Go to the line in the entries below that holds "width:45px; height:45px; display:grid;" and repeat exactly from there through the line that holds "margin:0; padding:0; list-style:none", inclusive.

╭─ Provided data

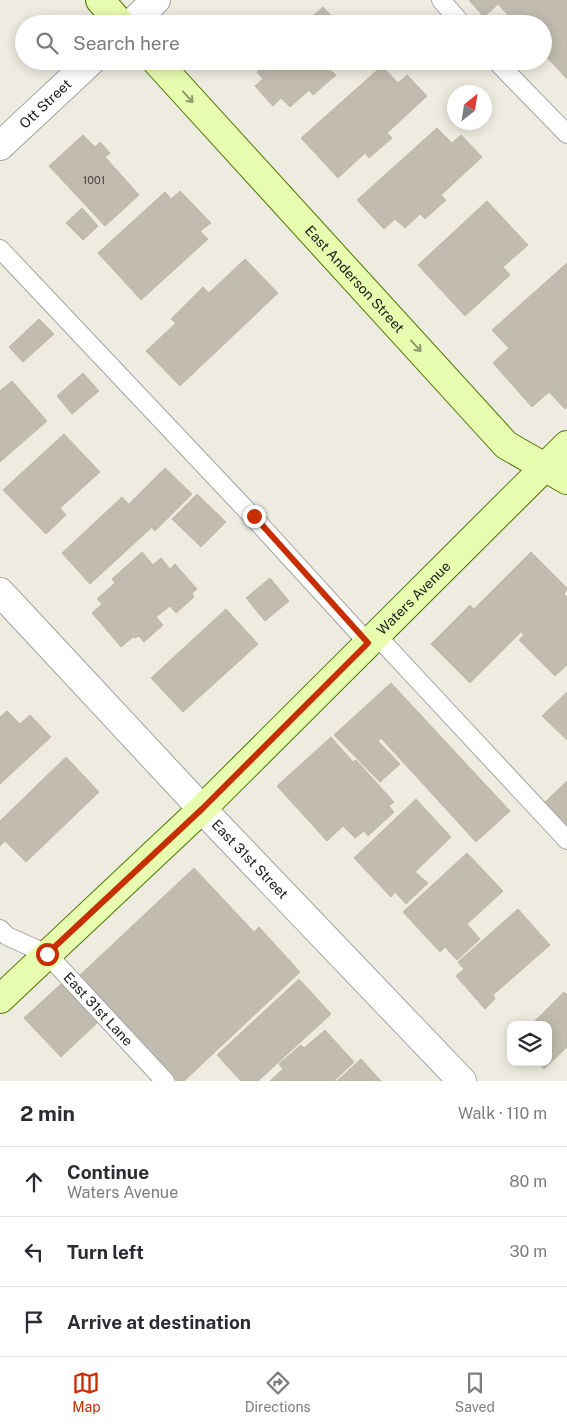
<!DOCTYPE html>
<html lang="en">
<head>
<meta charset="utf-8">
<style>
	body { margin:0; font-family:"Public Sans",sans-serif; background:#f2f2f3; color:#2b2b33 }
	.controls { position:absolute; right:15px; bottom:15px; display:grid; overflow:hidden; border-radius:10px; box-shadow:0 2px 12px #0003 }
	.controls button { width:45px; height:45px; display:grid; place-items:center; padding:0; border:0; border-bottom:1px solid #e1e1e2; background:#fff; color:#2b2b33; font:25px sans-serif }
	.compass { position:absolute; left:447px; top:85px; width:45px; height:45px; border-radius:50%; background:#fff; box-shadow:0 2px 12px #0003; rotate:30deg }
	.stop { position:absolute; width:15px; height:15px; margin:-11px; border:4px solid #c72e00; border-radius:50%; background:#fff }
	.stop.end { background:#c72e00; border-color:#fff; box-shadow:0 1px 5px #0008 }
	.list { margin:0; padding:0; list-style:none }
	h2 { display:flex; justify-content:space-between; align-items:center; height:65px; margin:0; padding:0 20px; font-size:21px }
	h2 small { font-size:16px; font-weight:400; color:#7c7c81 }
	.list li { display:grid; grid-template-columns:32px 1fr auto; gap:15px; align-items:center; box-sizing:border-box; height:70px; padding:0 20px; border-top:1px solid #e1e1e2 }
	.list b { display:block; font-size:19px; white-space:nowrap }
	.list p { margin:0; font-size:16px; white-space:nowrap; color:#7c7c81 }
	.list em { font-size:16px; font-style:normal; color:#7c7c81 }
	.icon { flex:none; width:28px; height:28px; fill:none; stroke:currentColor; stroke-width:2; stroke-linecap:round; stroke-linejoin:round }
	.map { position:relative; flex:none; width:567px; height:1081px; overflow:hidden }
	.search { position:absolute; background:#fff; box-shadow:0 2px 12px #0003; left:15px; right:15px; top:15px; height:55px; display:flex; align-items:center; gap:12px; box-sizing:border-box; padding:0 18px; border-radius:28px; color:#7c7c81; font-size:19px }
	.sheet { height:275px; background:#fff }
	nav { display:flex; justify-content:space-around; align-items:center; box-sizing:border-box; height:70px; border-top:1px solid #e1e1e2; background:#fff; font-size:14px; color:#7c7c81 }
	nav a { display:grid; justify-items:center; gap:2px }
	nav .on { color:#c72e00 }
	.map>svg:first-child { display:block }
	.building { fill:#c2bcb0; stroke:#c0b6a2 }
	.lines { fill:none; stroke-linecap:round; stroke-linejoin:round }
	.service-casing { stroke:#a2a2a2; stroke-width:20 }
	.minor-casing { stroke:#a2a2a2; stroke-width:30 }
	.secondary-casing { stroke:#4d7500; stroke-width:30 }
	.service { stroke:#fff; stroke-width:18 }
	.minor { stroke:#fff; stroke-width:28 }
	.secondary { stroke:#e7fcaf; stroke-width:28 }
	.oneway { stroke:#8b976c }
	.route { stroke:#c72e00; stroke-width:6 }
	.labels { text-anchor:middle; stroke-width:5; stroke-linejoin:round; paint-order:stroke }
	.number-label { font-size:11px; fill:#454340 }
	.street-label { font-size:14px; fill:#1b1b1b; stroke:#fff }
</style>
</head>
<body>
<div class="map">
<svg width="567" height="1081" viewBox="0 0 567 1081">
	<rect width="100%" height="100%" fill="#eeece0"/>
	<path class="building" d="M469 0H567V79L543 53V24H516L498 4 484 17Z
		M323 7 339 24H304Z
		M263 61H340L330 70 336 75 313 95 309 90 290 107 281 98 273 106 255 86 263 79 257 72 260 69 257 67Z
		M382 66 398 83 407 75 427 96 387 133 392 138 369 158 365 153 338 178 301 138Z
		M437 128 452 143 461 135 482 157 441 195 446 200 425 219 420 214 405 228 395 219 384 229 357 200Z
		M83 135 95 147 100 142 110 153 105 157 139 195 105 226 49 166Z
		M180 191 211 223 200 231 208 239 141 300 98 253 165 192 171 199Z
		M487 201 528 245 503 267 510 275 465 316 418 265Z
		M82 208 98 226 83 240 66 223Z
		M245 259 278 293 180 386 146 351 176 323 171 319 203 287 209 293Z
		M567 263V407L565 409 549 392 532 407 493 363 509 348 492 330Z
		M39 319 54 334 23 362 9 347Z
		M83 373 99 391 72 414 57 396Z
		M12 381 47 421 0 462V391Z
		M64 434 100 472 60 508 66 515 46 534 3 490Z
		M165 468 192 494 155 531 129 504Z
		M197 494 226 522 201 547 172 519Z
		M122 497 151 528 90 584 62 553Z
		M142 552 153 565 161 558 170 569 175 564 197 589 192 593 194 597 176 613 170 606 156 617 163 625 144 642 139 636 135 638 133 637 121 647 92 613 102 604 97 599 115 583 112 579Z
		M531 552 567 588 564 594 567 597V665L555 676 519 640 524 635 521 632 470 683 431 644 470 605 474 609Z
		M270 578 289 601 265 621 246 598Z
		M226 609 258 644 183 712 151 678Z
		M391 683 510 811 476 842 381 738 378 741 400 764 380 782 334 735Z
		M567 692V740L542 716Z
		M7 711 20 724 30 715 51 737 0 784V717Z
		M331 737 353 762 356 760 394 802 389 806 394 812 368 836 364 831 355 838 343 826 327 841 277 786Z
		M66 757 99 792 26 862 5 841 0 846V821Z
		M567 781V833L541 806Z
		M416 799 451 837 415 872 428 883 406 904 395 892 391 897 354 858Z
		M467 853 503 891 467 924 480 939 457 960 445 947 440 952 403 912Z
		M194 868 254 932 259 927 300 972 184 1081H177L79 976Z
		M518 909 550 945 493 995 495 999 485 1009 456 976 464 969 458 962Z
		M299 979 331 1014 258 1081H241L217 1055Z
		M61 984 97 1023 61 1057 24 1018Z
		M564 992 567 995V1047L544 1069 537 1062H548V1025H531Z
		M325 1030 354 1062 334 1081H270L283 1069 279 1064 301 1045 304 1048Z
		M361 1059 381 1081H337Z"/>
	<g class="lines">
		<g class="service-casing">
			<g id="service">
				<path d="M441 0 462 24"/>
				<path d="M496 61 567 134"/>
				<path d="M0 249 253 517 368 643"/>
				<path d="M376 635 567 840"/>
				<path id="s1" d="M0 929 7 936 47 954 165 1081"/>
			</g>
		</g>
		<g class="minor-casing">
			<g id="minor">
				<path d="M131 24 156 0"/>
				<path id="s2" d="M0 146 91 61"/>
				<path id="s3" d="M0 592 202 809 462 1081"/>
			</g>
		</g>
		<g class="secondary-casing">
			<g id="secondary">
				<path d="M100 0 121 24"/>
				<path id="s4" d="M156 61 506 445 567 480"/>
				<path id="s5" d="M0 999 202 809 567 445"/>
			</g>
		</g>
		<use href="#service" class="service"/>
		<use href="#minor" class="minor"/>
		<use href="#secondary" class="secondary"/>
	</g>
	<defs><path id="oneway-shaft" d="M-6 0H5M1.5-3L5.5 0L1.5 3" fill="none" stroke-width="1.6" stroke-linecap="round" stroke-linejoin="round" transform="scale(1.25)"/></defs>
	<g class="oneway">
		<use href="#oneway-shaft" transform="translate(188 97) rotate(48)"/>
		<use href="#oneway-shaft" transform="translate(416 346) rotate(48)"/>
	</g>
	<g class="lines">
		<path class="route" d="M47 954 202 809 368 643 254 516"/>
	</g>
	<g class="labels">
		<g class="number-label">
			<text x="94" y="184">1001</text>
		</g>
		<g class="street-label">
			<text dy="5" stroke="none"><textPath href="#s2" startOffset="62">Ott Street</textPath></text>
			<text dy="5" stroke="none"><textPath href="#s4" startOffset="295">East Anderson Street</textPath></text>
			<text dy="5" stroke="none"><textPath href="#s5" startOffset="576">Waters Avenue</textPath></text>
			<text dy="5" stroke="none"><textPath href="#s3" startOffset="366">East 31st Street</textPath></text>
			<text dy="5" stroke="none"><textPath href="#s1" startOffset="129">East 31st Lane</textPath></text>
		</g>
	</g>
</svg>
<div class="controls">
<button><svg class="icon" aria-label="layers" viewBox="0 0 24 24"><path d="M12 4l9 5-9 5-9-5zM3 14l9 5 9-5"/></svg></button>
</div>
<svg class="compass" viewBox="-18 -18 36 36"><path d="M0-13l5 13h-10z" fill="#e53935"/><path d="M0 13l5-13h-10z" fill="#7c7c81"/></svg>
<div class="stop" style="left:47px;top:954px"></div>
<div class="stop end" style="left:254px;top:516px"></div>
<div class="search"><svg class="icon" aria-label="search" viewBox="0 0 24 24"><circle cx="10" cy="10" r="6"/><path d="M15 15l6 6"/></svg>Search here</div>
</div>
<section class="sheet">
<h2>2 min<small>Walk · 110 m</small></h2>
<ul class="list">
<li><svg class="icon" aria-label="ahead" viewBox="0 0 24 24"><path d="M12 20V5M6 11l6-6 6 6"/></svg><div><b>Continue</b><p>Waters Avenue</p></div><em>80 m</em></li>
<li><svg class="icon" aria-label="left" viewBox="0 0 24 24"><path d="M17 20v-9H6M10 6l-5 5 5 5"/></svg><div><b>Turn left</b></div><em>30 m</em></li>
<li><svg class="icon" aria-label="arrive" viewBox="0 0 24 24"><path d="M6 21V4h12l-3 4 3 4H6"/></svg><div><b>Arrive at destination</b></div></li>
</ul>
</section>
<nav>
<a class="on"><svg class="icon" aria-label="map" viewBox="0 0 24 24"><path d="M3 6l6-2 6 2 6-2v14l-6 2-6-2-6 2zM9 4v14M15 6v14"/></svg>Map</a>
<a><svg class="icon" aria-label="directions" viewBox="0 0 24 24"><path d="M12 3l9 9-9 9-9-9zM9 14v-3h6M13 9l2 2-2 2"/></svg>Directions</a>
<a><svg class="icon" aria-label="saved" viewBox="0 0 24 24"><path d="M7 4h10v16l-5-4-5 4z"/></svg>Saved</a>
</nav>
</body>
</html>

╰─

[Answer to this problem]
	.controls button { width:45px; height:45px; display:grid; place-items:center; padding:0; border:0; border-bottom:1px solid #e1e1e2; background:#fff; color:#2b2b33; font:25px sans-serif }
	.compass { position:absolute; left:447px; top:85px; width:45px; height:45px; border-radius:50%; background:#fff; box-shadow:0 2px 12px #0003; rotate:30deg }
	.stop { position:absolute; width:15px; height:15px; margin:-11px; border:4px solid #c72e00; border-radius:50%; background:#fff }
	.stop.end { background:#c72e00; border-color:#fff; box-shadow:0 1px 5px #0008 }
	.list { margin:0; padding:0; list-style:none }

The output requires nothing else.